[What is being asked]: Every record below must come back exactly as written, with the images dropped.

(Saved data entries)

Segment Open

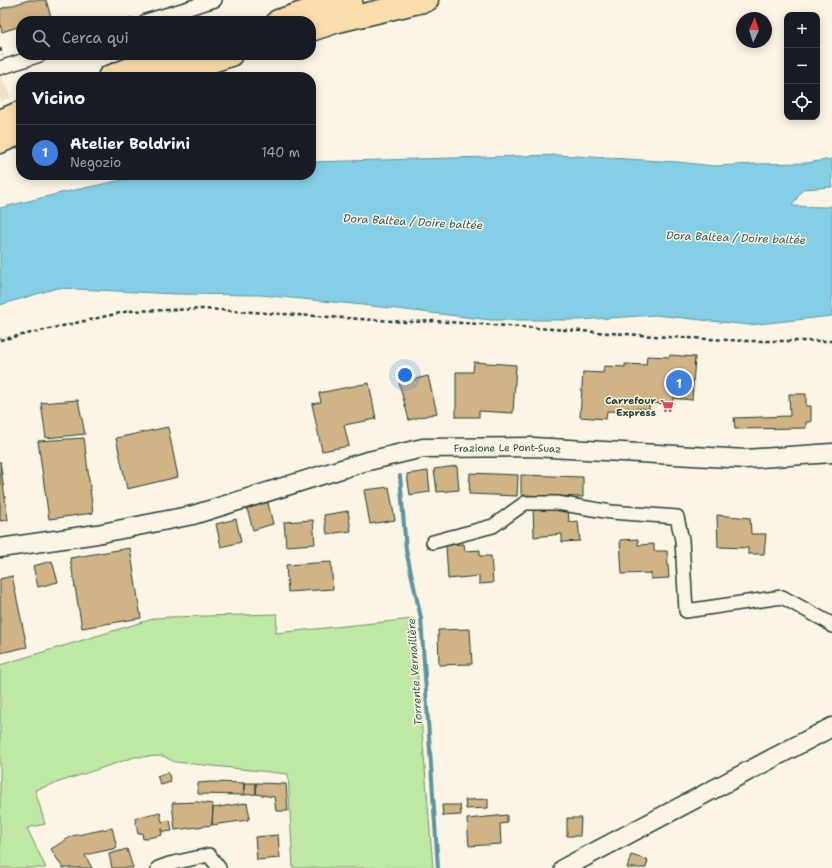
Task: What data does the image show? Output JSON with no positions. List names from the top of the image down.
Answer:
{
  "streets": {
    "main road": ["Frazione Le Pont-Suaz"]
  },
  "water": ["Dora Baltea / Doire baltée", "Torrente Vernaillère"],
  "places": {
    "supermarket": ["Carrefour Express"]
  },
  "north": "top",
  "page": {
    "map_buttons": ["+", "−"],
    "search": "Cerca qui",
    "heading": "Vicino",
    "list": [
      {
        "mark": "1",
        "name": "Atelier Boldrini",
        "note": "Negozio",
        "value": "140 m"
      }
    ],
    "pins": "1"
  }
}
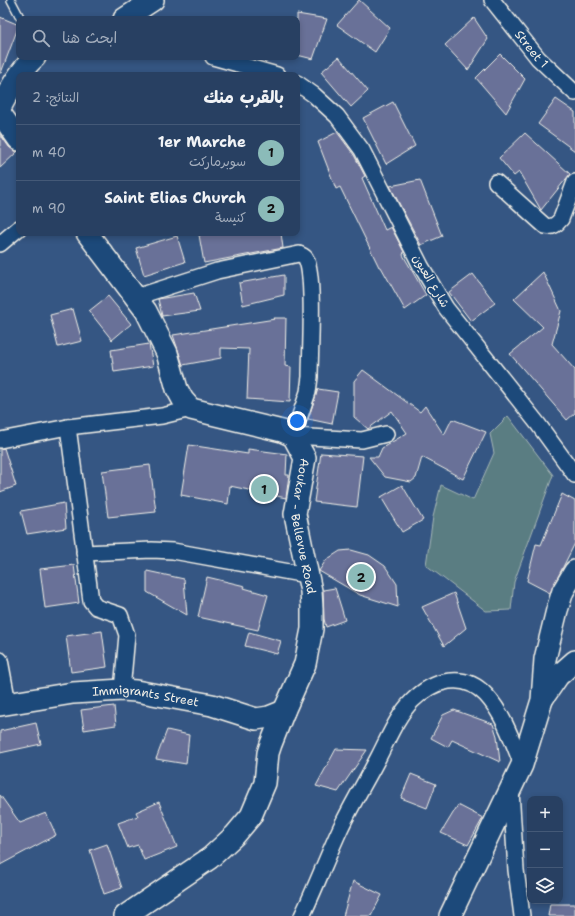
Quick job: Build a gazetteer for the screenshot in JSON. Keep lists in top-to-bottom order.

Segment Closed

[Result for this exercise]:
Task: What data does the image show? Output JSON with no positions. List names from the top of the image down.
Answer:
{
  "streets": {
    "main road": ["Frazione Le Pont-Suaz"]
  },
  "water": ["Dora Baltea / Doire baltée", "Torrente Vernaillère"],
  "places": {
    "supermarket": ["Carrefour Express"]
  },
  "north": "top",
  "page": {
    "map_buttons": ["+", "−"],
    "search": "Cerca qui",
    "heading": "Vicino",
    "list": [
      {
        "mark": "1",
        "name": "Atelier Boldrini",
        "note": "Negozio",
        "value": "140 m"
      }
    ],
    "pins": "1"
  }
}
Quick job: Build a gazetteer for the screenshot in JSON. Keep lists in top-to-bottom order.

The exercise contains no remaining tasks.